What you should do ->
When the word "Materiais" shows up in a line of the data below, copy that whole line.

(Input data Opens)

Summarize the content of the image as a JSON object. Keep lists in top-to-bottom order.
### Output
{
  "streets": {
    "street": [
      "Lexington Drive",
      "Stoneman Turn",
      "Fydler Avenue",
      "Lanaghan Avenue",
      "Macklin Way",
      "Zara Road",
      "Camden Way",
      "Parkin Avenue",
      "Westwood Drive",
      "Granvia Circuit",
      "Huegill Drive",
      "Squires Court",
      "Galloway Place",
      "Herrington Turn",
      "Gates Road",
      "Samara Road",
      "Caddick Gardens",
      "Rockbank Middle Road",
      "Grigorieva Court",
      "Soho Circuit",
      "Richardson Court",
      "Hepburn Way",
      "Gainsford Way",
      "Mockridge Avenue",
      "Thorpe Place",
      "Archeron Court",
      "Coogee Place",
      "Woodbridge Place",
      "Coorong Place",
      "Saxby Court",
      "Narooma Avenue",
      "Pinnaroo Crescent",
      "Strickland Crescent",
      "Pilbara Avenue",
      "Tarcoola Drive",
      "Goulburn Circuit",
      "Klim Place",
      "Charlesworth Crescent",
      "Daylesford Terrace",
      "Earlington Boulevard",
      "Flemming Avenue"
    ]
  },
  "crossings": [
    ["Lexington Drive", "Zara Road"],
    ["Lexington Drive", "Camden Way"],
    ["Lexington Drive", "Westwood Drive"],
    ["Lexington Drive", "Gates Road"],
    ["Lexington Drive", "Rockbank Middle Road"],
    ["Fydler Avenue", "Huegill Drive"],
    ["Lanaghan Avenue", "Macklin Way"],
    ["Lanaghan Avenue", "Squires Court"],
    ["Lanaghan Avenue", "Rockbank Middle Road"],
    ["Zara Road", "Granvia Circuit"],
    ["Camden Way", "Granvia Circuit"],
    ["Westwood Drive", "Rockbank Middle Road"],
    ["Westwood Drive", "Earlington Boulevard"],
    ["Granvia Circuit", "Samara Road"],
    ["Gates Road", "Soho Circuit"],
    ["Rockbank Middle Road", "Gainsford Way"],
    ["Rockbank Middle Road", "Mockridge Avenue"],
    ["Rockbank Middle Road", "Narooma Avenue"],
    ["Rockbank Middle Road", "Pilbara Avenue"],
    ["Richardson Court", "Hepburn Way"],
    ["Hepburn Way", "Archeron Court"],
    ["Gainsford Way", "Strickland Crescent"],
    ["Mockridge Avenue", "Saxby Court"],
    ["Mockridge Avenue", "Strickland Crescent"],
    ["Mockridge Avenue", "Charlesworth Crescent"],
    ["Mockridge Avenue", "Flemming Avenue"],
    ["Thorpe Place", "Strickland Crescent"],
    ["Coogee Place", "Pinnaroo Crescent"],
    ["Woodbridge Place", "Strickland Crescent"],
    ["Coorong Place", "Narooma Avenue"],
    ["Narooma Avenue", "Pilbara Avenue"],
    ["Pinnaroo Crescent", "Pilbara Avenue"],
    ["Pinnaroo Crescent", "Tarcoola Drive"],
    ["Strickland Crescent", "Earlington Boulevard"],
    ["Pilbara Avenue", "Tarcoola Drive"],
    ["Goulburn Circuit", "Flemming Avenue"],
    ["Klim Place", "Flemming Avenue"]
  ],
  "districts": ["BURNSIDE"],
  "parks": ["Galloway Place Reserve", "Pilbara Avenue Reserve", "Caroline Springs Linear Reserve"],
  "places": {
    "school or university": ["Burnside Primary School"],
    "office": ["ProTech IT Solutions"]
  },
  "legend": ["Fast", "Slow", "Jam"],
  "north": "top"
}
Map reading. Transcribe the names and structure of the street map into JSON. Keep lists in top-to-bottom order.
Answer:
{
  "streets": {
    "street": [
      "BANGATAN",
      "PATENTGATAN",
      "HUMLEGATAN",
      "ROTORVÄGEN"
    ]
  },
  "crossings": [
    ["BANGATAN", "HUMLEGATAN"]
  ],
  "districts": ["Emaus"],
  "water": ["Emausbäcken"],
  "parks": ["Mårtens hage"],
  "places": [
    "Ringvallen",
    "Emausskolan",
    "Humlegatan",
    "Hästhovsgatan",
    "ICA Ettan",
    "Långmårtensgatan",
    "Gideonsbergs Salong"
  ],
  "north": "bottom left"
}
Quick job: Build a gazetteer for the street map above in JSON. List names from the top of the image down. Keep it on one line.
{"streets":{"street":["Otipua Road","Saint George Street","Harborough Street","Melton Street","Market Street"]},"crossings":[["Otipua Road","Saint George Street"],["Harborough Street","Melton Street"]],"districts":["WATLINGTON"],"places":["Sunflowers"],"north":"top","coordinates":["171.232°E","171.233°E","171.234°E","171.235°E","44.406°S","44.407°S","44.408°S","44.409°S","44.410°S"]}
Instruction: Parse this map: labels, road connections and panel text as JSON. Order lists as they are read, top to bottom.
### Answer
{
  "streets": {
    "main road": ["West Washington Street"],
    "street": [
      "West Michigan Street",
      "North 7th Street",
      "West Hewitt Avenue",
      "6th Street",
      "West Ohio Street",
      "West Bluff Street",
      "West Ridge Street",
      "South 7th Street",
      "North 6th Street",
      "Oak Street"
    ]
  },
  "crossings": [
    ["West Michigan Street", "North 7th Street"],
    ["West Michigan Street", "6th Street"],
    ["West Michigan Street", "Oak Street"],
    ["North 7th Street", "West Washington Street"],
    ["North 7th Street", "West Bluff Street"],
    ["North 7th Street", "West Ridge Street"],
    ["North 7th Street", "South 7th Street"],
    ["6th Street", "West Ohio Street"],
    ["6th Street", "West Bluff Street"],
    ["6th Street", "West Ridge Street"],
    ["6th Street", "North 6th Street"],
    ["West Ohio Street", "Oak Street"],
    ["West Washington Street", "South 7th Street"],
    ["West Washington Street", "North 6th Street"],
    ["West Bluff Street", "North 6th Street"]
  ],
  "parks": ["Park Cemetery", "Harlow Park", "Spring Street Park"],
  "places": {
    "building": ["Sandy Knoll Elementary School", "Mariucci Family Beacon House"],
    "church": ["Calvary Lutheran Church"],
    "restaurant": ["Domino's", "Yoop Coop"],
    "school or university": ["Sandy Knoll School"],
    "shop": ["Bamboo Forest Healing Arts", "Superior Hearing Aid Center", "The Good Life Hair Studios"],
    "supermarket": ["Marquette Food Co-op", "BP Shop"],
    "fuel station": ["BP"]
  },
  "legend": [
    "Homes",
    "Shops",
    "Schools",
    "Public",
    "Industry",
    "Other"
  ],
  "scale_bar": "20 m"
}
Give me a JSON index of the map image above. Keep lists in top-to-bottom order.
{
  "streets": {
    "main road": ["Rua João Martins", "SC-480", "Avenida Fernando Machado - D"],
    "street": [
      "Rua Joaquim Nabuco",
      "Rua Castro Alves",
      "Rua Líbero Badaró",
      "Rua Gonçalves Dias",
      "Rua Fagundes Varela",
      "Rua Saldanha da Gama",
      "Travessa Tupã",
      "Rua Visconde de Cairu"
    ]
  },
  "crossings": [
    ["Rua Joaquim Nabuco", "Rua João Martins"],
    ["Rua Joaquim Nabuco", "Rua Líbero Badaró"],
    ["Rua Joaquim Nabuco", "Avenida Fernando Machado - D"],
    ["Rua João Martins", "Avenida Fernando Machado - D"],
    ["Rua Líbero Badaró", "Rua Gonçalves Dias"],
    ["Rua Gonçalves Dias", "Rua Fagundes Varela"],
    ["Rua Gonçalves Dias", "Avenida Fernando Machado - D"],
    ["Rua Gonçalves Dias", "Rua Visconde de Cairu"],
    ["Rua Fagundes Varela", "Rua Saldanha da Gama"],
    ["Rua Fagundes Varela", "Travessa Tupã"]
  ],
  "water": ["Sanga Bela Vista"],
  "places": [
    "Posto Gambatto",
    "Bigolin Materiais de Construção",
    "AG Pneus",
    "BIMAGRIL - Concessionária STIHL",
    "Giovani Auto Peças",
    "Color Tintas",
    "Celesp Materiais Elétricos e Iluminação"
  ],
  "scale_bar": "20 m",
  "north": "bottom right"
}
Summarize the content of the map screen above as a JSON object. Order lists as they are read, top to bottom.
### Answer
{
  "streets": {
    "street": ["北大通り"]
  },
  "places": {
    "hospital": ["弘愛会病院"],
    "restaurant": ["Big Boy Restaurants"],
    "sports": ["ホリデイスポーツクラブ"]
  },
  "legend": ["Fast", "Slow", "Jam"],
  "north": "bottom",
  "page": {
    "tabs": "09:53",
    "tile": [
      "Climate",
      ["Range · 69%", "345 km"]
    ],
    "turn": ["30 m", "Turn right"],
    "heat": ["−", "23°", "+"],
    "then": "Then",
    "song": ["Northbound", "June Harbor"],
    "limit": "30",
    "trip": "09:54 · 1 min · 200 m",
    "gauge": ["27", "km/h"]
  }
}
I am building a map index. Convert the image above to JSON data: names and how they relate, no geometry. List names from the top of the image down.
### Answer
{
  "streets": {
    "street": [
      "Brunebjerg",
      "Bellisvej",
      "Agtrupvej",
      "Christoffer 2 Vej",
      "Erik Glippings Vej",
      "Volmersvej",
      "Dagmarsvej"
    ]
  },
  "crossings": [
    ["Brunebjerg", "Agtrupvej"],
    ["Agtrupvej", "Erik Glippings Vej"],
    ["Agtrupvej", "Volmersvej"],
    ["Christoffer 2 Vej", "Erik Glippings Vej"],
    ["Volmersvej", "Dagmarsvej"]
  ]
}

(Input data Closes)

Finished task ->
    "Bigolin Materiais de Construção",
    "Celesp Materiais Elétricos e Iluminação"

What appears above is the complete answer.